第12話 第1編 科学の厄災 12:自由同盟
純粋に、前回11話の続きのお話です。
主人公とその友人がメインの登場人物です。
それではどうぞ。
第12話 文字数:8992文字
中島の告白に、竜兵は何も言えなかった。
他の同年代の少年と何の変わりもない中学時代の同級生が、ビルや病院を吹き飛ばすテロ組織の構成員だった事実に、竜兵は例えようのないショックを覚えた。
「……テロリストは警察情報を豊富に持ってるから、俺が改造人間だって情報も、既に広まっててもおかしくないか。中島は、いつからあいつらの仲間になったんだ?」
ショックが大き過ぎて、逆に驚いた態度を取れないでいる。竜兵は、とりとめのない話題で間をつないでいた。
「半年前くらいに、高校生向けの科学技術展示会で自由同盟からコンタクトを受けた。そこで、黒山が聞かされたのと同じような話を俺もされて、共感したって流れになる」
自由同盟は、将来有望な若者に積極的に声をかけ、後継者の育成に熱心だという。
「俺をあの日にデパートに誘ったのも、この俺をテロ事件に巻き込むためか?」
「正直に告白すると、そういうことになる。黒山の学業やスポーツでの成績は、俺がよく知っている。もし互いの思いさえ一致すれば、将来のリーダー候補になると思って、敢えて自由同盟の正体を披露する機会を設けたんだ。そこに、おまえと同じかそれ以上に優秀な竹石春海さんがいて、彼女が重傷を負ったことについては完全に想定外だったけど」
あの日の出来事は、全て仕組まれていたのだ。先ほど、事件に巻き込んですまないと最初に誤ったが、こういう事情があったのだ。

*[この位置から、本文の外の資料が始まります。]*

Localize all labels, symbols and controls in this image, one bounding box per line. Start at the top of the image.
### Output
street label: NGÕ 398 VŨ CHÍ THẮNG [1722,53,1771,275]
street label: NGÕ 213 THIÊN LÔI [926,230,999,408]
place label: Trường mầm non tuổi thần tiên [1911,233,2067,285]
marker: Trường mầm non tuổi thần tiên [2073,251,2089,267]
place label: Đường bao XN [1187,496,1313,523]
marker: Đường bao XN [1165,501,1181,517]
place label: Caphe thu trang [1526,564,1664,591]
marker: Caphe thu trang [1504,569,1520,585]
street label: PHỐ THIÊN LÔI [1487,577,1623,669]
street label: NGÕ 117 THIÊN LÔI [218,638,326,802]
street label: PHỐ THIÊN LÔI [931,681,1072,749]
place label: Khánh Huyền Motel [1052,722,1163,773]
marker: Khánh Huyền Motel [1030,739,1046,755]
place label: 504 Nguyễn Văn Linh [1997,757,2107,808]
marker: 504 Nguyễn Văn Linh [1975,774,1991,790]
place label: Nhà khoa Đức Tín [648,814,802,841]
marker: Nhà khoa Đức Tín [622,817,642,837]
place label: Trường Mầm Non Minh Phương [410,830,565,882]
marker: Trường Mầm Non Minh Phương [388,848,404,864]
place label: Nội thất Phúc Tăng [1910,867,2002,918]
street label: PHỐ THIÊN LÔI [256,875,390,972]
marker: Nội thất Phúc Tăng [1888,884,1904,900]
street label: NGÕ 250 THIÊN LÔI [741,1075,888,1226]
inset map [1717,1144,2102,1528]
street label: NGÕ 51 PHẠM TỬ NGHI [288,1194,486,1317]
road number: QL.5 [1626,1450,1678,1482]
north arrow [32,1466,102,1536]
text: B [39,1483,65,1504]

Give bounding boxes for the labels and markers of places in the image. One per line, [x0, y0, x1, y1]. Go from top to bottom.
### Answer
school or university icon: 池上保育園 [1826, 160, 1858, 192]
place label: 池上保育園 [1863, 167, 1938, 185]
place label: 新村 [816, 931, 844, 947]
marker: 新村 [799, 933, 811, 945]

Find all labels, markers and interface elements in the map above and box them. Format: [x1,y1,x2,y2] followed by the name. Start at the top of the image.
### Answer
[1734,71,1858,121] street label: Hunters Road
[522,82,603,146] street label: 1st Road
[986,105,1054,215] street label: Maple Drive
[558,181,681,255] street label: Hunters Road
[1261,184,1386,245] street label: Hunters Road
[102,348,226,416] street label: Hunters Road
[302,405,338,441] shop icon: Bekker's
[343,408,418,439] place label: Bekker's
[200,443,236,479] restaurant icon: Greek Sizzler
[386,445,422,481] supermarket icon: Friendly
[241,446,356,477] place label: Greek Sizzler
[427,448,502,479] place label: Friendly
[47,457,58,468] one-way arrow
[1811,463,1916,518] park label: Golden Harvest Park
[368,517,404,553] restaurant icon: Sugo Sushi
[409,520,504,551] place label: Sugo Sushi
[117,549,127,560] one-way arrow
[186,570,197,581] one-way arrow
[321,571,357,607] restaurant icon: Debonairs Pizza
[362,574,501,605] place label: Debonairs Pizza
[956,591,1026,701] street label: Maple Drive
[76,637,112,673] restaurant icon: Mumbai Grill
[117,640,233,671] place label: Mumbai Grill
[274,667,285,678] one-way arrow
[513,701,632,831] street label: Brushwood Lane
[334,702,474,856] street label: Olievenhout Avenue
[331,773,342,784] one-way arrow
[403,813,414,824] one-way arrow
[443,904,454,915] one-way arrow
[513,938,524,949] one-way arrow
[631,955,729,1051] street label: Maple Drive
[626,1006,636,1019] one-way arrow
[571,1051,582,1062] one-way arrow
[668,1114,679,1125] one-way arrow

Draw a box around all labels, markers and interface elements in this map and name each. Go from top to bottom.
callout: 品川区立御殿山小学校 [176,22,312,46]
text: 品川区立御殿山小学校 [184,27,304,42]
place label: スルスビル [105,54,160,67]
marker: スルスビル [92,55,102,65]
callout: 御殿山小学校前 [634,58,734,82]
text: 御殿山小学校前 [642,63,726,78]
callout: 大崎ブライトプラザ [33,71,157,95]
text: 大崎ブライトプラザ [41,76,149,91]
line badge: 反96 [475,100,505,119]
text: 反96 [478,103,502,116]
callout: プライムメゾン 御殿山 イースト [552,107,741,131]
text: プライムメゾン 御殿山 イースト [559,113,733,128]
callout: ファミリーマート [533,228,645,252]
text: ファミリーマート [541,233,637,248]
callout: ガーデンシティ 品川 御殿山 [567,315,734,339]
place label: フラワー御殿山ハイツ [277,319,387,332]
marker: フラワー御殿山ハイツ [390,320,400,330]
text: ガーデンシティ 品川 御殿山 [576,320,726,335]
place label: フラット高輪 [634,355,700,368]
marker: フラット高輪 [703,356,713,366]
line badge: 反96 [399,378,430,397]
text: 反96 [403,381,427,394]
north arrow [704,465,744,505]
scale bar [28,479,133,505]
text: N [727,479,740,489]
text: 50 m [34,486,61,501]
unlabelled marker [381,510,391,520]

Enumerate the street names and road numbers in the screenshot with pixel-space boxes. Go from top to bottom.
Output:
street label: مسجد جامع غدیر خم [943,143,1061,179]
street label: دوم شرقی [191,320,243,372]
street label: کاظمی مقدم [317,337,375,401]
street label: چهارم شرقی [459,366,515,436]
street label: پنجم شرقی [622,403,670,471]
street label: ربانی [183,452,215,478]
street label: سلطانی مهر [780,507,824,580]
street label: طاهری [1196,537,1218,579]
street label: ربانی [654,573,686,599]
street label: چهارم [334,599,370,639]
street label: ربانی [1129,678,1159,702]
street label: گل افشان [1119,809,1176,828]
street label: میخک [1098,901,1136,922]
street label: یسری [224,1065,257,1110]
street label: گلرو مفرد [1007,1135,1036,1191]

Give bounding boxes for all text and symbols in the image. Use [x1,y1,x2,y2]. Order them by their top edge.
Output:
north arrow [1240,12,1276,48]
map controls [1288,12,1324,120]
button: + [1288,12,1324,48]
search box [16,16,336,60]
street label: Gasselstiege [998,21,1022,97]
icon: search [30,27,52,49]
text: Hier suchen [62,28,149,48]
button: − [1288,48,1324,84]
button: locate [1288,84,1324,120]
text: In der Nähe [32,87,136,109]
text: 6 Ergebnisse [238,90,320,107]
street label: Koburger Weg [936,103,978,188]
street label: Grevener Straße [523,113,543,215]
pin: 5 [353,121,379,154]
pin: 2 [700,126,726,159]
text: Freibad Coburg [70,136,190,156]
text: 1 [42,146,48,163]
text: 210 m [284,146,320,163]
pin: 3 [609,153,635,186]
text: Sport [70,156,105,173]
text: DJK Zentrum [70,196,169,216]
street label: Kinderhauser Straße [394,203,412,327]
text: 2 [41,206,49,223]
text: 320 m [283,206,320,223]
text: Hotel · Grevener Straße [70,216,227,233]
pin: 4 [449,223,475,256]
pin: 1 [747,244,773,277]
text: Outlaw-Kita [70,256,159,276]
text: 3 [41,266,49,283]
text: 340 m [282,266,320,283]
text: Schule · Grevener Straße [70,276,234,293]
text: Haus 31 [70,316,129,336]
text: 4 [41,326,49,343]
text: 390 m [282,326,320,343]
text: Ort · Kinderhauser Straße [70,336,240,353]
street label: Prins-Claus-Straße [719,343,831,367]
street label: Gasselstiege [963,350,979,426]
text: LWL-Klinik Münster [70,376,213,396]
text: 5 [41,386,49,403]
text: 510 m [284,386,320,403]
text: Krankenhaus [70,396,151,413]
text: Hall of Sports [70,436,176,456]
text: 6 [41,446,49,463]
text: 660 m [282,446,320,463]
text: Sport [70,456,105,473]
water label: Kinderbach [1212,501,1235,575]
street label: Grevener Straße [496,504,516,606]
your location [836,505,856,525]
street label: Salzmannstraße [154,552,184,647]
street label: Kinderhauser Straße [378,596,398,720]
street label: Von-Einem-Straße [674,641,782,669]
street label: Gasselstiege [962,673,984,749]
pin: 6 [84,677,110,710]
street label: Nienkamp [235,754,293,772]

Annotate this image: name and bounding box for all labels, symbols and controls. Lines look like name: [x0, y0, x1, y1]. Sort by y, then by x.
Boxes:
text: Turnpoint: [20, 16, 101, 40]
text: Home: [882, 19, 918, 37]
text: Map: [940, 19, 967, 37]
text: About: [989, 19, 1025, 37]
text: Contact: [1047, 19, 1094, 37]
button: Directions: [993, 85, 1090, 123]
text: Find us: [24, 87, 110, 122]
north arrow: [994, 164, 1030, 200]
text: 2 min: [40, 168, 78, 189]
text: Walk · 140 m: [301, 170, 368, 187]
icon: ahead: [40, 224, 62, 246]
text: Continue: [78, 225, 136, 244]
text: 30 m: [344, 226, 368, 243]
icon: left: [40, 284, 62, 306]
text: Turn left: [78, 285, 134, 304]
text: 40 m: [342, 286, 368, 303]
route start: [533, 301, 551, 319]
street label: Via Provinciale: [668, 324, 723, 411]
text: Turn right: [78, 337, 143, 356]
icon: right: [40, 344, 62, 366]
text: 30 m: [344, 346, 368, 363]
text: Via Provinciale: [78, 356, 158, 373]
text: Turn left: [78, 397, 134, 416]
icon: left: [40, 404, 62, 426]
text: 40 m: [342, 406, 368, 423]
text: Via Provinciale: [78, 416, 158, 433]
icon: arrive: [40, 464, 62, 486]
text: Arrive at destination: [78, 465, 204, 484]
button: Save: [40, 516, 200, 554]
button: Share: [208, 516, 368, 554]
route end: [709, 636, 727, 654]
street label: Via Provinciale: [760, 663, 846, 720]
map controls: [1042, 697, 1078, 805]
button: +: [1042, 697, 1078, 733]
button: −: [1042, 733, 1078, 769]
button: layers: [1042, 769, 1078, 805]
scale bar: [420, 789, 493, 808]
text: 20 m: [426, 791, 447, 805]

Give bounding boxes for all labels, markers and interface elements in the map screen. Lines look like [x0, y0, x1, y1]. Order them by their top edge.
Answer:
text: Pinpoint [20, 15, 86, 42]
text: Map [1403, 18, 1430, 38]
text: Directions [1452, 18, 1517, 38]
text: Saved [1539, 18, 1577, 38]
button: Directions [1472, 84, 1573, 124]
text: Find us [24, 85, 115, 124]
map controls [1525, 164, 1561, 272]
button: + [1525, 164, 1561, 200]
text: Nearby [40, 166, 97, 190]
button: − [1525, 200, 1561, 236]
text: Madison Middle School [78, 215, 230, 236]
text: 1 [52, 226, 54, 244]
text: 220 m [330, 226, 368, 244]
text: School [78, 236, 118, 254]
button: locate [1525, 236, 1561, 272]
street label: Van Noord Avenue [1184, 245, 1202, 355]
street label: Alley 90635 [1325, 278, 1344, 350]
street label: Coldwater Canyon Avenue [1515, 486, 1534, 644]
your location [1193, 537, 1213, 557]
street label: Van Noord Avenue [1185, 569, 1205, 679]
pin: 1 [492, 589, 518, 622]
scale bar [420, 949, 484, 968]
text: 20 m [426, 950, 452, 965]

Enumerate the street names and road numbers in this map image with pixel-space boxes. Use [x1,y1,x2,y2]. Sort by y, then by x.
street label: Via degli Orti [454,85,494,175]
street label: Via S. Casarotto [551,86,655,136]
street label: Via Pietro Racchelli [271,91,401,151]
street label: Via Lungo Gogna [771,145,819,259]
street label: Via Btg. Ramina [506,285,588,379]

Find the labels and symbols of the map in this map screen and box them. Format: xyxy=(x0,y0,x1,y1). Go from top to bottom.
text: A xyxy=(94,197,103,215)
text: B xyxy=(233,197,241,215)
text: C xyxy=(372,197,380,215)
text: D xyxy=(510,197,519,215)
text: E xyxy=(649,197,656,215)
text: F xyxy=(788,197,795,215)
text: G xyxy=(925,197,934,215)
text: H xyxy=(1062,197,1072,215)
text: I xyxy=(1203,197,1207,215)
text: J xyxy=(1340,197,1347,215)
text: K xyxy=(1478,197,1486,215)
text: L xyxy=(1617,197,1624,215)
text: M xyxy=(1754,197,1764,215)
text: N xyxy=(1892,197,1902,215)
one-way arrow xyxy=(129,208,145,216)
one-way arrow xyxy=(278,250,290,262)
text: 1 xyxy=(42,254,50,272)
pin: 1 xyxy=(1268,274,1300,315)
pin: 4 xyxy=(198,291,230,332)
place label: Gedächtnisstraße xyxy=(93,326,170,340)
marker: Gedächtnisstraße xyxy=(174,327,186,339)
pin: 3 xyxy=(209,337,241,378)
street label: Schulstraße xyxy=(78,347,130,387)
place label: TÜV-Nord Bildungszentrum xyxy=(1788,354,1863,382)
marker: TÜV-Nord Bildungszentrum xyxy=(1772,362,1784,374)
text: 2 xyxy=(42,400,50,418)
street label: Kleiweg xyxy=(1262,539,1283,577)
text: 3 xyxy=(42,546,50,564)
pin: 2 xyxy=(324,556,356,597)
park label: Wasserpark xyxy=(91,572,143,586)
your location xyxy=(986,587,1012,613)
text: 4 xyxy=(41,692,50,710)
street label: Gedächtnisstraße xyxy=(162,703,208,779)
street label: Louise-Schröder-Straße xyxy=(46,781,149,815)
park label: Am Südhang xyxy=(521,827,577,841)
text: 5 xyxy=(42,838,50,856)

変なところに感心すると同時に、竜兵は中島がどうしてテロリスト側の理屈に傾斜していったのか、さっぱり理解できない。不思議でしょうがなかった。
「テロリストの、いったいどういう点に、おまえは共感したんだ? 俺は、確かに警察のやり方には不満がある。コチコチに凝り固まった役人には、1人の女の子を助ける力すら無いって、俺は諦めに近い気持ちでいるよ。ただ、おまえら自由同盟にも、とてもじゃないが共感なんて抱けない。無関係な人間を大勢巻き込んでまで、自分らの考えを押し通すことが許されるのか? ……そうじゃねえだろ!」
言葉の最後に、つい力が籠ってしまった。いくら現体制に不満があろうが、他人を殺していい理由にはならない。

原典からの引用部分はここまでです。